GPU
The Llano chip GPU component, code-named "Sumo", incorporates many of the characteristics of the AMD "Redwood" GPUs family, which is implemented in the Radeon 5500 and Radeon 5600.
By comparing the two images, we see that not much has changed between "Sumo" and "Redwood" in the computing heart. We have the SIMD engines, 5 in total, each consisting of 16-thread processors and 4 texture units.
Each thread processor consists of a unit with a VLIW 5 architecture, capable of running up to 5 operations per clock cycle, giving a total of 400 calculations and of 20 texture operations per clock cycle. In addition there are two render back-ends, each capable of 4 raster operations (ROP) per cycle.
In particular, we can note in figure the structure of the VLIW 5 unit of AMD graphics architectures. The special functions unit can perform one floating point (FP) multiplication and addition (MAD) per cycle, or an execution step of a special function (such as transcendental functions, exponential, etc. ) per cycle.
The remaining 4 execution units can perform 4 32 bits FP MAD, or any combination of addition and multiplication of 2 64-bit FP, one 64-bit FP MAD or any combination of 4 24-bit integer addition and multiplication.
From the comparison with "Redwood", one can see that while the latter has a RAM controller for 128-bit DDR3 or GDDR5 memory, second generation UVD and 4 display controller, even capable of a certain level of Eyefinity technology support, "Sumo" has a direct connection to the 128-bit DDR3 RAM controller on the North Bridge, third-generation UVD and 2 controllers dedicated to the display. If you give up to have the PCI Express x16, you can configure other video outputs, to allow the implementation of the Eyefinity technology.

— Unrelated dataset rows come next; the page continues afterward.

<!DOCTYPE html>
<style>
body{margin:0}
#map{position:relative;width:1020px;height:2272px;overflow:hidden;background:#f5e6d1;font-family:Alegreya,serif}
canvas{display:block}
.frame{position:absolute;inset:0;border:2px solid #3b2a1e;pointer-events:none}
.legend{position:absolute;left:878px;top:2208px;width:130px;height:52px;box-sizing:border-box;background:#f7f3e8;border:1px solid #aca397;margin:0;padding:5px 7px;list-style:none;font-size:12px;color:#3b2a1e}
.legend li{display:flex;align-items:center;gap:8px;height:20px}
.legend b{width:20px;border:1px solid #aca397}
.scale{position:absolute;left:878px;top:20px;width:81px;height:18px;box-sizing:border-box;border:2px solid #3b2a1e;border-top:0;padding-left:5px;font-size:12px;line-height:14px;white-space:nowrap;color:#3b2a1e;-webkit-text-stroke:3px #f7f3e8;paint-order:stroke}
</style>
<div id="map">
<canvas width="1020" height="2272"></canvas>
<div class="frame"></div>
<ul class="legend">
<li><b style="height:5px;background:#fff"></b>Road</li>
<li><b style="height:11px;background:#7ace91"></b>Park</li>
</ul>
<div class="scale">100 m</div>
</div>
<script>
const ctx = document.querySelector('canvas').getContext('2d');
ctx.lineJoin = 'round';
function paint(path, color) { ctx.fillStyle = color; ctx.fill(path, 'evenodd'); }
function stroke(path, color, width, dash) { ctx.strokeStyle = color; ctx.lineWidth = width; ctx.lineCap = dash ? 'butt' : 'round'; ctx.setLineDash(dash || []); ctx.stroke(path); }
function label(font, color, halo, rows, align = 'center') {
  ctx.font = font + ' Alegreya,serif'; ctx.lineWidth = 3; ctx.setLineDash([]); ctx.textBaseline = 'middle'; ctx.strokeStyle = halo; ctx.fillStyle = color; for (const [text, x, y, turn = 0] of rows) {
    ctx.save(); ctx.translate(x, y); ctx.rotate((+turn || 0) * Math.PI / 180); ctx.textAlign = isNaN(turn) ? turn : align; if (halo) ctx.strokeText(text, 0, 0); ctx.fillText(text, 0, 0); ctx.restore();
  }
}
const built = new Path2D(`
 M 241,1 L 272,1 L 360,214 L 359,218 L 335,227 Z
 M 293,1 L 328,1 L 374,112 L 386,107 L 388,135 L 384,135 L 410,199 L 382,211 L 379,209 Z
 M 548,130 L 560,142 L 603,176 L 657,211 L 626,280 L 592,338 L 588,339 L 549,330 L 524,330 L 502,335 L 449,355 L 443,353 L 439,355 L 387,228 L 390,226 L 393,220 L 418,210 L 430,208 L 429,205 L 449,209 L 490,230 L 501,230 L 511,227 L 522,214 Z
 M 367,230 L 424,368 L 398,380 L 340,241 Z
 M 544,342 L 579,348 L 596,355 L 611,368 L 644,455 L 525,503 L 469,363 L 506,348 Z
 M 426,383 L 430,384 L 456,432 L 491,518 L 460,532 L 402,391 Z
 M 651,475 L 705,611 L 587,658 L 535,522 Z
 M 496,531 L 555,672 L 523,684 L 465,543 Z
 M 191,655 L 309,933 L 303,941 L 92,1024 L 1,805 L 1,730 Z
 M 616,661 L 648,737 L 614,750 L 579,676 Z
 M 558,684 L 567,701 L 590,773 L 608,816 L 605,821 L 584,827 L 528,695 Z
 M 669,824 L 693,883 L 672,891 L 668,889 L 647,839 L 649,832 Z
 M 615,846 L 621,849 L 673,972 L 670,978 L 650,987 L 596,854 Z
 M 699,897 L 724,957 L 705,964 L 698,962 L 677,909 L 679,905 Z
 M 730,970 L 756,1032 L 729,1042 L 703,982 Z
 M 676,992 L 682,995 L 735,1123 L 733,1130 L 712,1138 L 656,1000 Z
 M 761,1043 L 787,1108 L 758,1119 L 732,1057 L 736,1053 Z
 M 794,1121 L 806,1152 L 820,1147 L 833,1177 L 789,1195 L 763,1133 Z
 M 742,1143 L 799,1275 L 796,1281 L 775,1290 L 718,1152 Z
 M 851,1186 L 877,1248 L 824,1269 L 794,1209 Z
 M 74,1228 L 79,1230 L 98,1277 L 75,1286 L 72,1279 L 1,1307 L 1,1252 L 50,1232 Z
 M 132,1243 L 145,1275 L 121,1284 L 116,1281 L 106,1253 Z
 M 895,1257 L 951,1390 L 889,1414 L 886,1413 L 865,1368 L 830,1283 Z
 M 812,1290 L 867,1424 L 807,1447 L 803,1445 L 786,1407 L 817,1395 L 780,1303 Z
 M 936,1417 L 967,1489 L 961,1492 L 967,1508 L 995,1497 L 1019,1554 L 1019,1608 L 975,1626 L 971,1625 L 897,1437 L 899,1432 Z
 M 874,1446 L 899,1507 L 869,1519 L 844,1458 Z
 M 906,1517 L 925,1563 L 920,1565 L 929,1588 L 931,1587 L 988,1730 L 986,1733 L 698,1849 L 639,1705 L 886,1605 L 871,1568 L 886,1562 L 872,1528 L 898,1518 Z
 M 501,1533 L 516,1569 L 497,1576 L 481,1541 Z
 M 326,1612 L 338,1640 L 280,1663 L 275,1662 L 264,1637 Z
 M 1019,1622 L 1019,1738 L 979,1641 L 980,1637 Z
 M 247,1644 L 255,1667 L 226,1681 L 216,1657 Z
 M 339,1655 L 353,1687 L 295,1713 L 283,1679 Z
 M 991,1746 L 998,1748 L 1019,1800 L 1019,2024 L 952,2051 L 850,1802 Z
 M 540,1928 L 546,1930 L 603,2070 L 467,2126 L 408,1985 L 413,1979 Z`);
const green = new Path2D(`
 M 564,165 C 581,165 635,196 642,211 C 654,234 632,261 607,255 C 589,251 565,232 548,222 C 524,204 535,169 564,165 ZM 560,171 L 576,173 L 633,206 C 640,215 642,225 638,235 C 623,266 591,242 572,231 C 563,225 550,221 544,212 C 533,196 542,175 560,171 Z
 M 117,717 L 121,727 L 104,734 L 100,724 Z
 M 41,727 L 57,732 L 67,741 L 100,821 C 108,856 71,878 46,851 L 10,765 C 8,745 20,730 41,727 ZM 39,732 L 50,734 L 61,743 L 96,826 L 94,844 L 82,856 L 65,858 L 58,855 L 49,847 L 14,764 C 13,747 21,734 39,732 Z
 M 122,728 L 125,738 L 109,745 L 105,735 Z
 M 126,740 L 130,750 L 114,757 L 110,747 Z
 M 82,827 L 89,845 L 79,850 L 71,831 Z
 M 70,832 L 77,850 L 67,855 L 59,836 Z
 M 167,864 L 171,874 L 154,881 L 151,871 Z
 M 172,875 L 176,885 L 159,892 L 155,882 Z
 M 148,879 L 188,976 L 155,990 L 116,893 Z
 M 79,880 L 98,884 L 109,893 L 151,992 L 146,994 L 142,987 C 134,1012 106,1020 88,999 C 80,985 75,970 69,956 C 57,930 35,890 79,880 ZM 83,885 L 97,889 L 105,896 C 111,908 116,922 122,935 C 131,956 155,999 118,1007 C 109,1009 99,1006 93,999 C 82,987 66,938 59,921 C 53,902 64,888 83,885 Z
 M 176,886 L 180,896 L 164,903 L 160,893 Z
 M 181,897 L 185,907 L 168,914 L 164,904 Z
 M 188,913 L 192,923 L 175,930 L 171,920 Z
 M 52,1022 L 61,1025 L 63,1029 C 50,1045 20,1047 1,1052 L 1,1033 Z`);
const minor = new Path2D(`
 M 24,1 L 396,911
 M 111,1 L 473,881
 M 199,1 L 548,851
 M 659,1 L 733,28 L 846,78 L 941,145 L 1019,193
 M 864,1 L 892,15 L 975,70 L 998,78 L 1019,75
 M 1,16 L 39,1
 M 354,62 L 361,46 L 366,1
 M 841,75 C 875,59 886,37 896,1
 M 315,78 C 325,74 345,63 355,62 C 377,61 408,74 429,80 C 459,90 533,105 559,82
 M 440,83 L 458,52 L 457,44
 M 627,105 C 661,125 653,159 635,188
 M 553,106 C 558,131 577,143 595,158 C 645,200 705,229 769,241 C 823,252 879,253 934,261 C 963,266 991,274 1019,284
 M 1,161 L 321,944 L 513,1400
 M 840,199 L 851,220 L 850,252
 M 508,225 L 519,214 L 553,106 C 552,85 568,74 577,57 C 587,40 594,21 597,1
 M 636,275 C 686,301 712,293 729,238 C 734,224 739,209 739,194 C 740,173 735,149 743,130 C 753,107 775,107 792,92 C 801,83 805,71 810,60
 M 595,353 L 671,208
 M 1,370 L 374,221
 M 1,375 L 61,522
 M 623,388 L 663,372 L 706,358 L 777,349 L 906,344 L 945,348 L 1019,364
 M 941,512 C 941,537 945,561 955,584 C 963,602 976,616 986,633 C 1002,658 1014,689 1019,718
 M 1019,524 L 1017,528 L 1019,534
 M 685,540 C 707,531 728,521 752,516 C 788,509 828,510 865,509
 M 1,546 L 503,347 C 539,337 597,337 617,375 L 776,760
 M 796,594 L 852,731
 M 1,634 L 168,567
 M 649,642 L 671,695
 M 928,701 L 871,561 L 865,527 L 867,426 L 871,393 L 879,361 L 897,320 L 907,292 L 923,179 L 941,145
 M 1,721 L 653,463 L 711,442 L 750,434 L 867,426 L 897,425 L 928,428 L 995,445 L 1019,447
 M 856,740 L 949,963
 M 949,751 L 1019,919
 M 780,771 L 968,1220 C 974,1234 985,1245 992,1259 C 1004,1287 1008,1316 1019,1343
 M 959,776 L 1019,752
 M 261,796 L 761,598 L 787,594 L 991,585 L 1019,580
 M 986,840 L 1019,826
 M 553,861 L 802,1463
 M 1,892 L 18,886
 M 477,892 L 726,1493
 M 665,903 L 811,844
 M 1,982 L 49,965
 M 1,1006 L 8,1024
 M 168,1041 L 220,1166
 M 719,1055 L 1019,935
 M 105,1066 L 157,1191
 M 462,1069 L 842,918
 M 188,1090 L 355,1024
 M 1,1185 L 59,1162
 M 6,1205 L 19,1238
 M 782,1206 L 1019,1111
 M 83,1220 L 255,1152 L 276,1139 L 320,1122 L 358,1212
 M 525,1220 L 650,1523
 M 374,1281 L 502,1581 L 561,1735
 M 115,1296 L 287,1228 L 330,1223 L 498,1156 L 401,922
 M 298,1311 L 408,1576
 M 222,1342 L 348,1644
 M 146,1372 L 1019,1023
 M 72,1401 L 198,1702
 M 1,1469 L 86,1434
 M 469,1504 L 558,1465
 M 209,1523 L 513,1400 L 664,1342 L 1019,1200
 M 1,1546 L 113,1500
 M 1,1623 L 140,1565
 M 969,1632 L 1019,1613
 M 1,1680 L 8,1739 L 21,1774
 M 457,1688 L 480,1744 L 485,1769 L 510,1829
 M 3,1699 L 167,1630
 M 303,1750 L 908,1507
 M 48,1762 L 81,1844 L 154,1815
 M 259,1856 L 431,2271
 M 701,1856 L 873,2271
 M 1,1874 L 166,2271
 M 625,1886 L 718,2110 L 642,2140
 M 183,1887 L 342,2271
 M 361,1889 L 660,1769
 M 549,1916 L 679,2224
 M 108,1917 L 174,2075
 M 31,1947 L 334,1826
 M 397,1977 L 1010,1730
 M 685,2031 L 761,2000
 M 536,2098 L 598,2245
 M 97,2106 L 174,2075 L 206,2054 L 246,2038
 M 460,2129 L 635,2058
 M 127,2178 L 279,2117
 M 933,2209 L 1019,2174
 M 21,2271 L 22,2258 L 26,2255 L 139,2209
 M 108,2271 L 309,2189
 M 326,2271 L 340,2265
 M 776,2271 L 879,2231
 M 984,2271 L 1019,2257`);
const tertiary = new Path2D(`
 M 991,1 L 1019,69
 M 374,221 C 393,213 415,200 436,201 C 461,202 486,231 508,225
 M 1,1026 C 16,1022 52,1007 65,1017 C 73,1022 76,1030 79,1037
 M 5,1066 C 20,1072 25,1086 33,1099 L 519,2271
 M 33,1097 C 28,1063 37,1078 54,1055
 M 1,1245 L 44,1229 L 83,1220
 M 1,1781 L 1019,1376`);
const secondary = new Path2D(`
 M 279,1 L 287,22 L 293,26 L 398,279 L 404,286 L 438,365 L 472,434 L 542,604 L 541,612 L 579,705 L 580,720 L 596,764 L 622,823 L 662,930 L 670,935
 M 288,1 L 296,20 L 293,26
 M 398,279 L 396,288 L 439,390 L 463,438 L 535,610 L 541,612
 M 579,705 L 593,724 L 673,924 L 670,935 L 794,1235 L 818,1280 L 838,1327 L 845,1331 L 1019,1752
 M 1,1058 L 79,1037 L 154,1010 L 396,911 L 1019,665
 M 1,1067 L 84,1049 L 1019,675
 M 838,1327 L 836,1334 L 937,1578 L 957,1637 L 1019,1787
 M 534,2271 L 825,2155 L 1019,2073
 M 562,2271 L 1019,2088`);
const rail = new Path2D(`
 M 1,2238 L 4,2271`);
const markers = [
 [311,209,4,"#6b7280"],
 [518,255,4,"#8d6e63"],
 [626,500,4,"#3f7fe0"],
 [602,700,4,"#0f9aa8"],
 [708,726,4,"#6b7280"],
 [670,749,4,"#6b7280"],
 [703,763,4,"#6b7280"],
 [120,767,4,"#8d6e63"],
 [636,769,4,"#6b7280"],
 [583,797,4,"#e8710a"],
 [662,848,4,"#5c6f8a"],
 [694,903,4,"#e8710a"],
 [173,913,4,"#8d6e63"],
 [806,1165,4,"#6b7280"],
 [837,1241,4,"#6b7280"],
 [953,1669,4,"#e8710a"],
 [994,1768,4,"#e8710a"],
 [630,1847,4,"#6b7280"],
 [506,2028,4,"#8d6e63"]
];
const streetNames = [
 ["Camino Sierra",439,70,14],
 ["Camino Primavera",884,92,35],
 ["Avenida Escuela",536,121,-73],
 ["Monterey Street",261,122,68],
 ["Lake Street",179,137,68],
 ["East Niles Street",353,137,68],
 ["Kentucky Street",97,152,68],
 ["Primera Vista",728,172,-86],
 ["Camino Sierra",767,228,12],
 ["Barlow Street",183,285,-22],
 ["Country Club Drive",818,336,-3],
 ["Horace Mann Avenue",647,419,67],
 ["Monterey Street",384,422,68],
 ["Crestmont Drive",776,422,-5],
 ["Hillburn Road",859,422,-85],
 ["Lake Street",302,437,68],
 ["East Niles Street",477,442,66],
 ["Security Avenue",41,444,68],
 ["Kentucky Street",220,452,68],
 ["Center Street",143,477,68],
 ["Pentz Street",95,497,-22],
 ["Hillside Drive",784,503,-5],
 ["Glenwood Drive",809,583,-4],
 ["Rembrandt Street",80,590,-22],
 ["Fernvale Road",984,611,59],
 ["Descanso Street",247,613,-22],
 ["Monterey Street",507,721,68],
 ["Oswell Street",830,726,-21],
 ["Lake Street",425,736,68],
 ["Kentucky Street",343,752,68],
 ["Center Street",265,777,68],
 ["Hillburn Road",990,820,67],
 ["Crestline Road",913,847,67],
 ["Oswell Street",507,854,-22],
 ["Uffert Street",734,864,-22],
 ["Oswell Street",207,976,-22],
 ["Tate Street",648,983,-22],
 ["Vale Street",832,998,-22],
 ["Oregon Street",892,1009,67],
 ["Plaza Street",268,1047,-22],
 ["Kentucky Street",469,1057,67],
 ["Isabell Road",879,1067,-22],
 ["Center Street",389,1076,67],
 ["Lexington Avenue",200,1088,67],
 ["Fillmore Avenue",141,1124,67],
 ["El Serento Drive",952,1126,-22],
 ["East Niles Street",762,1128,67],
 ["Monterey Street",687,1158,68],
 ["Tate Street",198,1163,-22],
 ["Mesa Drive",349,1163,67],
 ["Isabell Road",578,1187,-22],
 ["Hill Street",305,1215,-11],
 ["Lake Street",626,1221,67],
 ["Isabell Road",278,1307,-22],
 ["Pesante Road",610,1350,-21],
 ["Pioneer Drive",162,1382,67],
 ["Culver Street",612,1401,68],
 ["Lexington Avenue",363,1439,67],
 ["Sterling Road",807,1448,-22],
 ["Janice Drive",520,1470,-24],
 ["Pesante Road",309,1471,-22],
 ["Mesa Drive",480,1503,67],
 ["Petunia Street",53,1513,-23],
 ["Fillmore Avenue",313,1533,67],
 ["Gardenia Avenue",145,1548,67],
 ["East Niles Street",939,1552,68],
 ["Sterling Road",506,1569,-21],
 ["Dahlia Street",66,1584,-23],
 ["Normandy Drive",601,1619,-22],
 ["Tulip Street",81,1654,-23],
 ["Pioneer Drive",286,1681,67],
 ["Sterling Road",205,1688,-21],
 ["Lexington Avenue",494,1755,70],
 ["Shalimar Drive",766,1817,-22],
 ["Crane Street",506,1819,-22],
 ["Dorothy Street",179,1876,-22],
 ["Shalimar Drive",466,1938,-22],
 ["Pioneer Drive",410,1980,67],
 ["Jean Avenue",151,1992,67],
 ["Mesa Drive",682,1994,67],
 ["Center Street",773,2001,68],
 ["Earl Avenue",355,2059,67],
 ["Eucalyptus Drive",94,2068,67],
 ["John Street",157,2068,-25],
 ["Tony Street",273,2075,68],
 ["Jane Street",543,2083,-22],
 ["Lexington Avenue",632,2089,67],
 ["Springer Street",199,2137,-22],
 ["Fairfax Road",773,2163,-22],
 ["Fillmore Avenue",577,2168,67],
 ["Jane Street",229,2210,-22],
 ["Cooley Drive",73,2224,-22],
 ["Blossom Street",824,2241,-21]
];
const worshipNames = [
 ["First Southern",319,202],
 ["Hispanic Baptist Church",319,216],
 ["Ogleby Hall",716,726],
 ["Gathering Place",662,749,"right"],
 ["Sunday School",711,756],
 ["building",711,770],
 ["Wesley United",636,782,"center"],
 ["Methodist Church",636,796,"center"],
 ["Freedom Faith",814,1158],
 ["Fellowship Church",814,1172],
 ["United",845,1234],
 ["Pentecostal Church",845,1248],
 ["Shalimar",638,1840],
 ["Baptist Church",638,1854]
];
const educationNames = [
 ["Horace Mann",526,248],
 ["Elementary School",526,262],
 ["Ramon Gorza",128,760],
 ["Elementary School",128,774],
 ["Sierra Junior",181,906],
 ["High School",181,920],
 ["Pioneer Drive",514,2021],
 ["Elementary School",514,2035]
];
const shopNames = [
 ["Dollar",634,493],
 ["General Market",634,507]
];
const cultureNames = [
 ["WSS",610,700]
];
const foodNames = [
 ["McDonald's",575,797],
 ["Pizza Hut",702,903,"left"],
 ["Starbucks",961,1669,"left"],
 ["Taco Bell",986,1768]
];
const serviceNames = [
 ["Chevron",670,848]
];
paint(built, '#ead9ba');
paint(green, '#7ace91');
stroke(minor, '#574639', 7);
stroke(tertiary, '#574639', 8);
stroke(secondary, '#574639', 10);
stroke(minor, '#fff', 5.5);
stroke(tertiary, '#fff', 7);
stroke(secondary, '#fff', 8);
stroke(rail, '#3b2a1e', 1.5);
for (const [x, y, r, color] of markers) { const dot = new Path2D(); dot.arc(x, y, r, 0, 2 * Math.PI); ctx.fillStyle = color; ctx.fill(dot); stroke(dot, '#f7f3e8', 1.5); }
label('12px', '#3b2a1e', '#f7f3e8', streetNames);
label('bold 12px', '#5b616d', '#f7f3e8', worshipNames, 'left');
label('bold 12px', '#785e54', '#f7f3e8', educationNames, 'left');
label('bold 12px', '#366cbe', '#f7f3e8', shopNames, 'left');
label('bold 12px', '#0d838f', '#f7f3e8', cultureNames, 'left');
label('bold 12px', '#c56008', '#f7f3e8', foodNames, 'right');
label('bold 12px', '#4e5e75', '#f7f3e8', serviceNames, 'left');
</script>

The integration of on-die GPU and direct connection to the North Bridge has helped the GPU, in part offsetting the fact that you have a DDR3 controller shared with the CPU.
The GPU is indeed connected to the rest of the system by well 3 BUS.
The first link is the "Garlic", which is a direct connection, without coherency check, low latency, 128-bit, between the GPU and RAM controller, arbitrated by the sole RAM controller front-end, which ensures high-priority and low latency. The frequency at which such a link operates would presumably be that of the Northbridge, which should be around 2 GHz, since AMD says it has a bandwidth of more than 30GB/s to the RAM controller, while 2 billion transfers per second is slightly over. It's an improvement over the 64-bit bus for the Ontario/Zacate GPU.
The second link is the "Onion", which interfaces the GPU with the coherent system, composed by the memory, the CPUs and their caches, which is ruled by the MOESI protocol. This direct and low latency connection is a significant step forward. With an external GPU, especially with an IGP, you had to go through the bus connection between the graphics card (or the North Bridge in the case of IGP) and CPU, to wait for its integrated North Bridge controlled the cache and eventually RAM and send the results back. Now the two checks can be done independently and in parallel (through both Onion and Garlic interfaces) and with a much lower latency.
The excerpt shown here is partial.